There are practices that have implemented innovative schemes in targeting public health, with support from their primary care organisations. An example is the QOF Plus scheme in Hammersmith and Fulham PCT, which has incentivised reductions in smoking and alcohol misuse, and areas such as cardiovascular disease prevention. An example of such an indicator might be the proportion of patients with newly identified impaired fasting glycaemia or impaired glucose tolerance who progress to normoglycaemia after entering a disease prevention programme. Practices that can implement effective interventions to improve management in these areas will have a direct impact on the health of their patients, and should be rewarded.

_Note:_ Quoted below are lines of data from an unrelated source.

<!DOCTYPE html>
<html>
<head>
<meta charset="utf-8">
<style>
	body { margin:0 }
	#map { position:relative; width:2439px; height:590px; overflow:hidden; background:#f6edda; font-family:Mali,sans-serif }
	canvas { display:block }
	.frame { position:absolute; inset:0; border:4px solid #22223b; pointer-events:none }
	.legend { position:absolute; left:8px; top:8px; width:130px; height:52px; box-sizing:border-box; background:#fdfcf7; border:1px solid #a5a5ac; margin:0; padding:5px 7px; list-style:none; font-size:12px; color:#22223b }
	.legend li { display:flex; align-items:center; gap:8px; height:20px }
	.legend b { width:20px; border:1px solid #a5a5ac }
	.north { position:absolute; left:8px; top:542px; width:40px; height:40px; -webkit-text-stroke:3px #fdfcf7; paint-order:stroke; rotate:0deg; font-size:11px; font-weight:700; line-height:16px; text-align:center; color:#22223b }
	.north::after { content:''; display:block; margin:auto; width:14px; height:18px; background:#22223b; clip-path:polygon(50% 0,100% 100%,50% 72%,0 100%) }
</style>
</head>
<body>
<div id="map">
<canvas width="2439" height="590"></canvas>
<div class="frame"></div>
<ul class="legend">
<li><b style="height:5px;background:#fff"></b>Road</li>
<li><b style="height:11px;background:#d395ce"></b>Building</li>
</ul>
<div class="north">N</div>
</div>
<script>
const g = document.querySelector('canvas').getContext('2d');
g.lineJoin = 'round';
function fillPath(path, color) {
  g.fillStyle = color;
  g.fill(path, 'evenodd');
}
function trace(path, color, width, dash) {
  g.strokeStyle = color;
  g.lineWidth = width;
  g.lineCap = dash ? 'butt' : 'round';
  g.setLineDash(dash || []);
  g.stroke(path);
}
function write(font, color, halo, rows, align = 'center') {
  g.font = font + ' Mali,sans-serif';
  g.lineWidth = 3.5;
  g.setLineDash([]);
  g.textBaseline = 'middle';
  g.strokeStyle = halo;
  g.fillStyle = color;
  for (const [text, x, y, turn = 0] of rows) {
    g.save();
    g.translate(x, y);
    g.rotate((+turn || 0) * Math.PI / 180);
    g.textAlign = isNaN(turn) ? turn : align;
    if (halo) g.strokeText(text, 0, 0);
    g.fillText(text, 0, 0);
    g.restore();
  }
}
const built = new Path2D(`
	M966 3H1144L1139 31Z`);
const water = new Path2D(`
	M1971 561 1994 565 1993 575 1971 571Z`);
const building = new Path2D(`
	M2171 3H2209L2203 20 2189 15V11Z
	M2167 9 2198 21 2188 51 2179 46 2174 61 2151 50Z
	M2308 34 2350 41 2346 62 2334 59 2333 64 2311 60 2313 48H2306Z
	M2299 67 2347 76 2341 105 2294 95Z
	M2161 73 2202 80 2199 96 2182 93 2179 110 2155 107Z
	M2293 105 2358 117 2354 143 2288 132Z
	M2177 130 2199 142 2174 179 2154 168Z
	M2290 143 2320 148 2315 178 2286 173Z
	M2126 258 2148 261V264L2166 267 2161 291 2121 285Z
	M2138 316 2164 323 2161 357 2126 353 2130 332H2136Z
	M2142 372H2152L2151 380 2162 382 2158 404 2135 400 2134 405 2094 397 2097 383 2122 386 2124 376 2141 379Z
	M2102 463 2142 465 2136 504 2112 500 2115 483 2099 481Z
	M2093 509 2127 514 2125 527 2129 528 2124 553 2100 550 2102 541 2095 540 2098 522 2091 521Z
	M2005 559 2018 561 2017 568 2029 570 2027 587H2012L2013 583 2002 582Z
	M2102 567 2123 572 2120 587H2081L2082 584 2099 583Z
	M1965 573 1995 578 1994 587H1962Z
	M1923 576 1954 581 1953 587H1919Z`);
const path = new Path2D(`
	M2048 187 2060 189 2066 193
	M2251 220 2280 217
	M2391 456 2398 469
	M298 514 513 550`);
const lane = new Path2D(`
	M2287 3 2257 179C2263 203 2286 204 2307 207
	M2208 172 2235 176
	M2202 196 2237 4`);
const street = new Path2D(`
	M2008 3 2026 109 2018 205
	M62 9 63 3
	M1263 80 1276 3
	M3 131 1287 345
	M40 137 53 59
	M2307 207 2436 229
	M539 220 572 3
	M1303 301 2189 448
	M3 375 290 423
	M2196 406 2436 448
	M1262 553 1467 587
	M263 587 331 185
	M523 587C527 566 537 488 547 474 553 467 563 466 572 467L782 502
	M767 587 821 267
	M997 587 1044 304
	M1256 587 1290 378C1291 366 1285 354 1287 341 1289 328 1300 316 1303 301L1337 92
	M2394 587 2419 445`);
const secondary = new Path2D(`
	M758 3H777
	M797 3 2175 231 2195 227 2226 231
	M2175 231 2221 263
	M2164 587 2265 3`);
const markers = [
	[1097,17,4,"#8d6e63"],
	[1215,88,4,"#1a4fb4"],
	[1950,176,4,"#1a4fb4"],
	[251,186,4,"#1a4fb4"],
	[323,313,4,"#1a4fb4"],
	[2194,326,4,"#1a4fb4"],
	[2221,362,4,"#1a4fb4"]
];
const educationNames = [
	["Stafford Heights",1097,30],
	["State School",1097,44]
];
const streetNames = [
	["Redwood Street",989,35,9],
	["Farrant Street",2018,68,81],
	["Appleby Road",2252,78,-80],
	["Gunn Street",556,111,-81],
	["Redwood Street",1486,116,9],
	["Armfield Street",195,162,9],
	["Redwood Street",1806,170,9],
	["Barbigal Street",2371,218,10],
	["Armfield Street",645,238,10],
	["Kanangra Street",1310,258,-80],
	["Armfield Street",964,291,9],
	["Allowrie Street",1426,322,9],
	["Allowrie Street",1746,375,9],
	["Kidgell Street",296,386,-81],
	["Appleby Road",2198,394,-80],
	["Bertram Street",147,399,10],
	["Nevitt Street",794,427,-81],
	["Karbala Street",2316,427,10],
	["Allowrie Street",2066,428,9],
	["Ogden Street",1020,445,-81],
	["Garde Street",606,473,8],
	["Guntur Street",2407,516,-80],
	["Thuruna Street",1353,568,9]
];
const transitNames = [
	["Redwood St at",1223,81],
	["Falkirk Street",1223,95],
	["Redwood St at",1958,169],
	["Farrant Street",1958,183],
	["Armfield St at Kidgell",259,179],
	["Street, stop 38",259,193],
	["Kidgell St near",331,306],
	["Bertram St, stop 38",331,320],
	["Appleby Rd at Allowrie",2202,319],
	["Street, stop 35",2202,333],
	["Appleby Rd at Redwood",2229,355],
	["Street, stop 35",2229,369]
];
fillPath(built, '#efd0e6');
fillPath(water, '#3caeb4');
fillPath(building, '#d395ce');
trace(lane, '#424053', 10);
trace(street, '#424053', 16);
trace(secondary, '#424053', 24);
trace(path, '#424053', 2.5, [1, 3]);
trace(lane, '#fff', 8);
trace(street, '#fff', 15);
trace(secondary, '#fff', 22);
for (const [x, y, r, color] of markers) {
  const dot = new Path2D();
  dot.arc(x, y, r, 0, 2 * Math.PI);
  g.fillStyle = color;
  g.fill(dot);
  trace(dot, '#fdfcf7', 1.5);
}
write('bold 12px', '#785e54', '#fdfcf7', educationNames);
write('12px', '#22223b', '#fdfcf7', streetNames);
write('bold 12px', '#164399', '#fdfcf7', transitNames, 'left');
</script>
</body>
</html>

Outcome-based quality targets, whether for clinical indicators or public health indicators, are more difficult to achieve in some sections of the population. GPs working in inner-city areas may feel they have to work much harder and invest more practice resources to perform well on outcome-based quality targets. This is true - but we can address this by ensuring that, where appropriate, payments for achieving quality targets reflect the population GPs serve, to ensure those working with vulnerable populations are rewarded sufficiently for providing high-quality care and starting to address health inequalities.
We are right to be proud of the NHS. We all want it to provide high-quality care. Despite our best intentions, a considerable gap remains between best achievable practice and the quality of care actually being provided. Focusing the QOF on clinical outcomes will help address this quality gap by rewarding practices that ensure our patients receive the care they need to maintain their health, prevent the onset of disease and optimise their management when patients do develop a chronic disease.